Cohere for AI, the research division of the Canadian company Cohere, has unveiled Aya 23, a new series of multilingual language models. These new models, available in 8 billion and 35 billion parameter versions, aim to enhance the understanding and generation of human language across a diverse range of languages. The models’ open weights are now accessible, allowing researchers to tailor them to their specific needs.
Multilingual Capabilities and Dataset
Aya 23 models extend support to 23 languages, including Arabic, Chinese, French, German, and Japanese, among others. This broad linguistic range marks a departure from earlier models that primarily focused on English. The models were developed using the Aya Collection, a dataset comprising 513 million instances of prompts and completions, which was crucial in fine-tuning the models for high-quality responses across various languages.
The creation of Aya 23 involved contributions from over 3,000 independent researchers across 119 countries, underscoring the collaborative nature of the project. This extensive participation helped ensure that the models are robust and versatile, capable of handling a wide array of linguistic nuances and contexts.

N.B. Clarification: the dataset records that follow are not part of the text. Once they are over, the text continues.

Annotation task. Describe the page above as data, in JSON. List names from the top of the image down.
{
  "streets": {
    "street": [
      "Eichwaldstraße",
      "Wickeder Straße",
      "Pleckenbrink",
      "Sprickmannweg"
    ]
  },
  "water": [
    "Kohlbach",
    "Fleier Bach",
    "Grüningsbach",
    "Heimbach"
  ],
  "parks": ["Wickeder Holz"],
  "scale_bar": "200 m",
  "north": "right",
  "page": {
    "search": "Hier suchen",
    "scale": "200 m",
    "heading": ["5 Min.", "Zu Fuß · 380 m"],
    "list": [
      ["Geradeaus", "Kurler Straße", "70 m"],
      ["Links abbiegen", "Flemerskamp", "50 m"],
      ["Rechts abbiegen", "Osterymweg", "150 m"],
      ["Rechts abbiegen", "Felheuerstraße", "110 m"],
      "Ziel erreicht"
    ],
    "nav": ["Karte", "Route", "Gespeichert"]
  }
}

Performance and Technical Specifications
Technical evaluations reveal that the 35 billion parameter variant of Aya 23, known as Aya-23-35B, excels in both discriminative and generative tasks. It has shown improvements of up to 14% on discriminative tasks and 20% on generative tasks compared to its predecessor, Aya 101. Additionally, it achieved a 41.6% increase in multilingual MMLU performance.
Aya-23-35B employs a decoder-only Transformer architecture, which enhances the model’s ability to generate accurate outputs by analyzing the context of words in user prompts. This model also incorporates grouped query attention to optimize RAM usage and improve inference speed. Furthermore, rotational positional embeddings are used to better process the positional information of words within a sentence, thereby enhancing output quality.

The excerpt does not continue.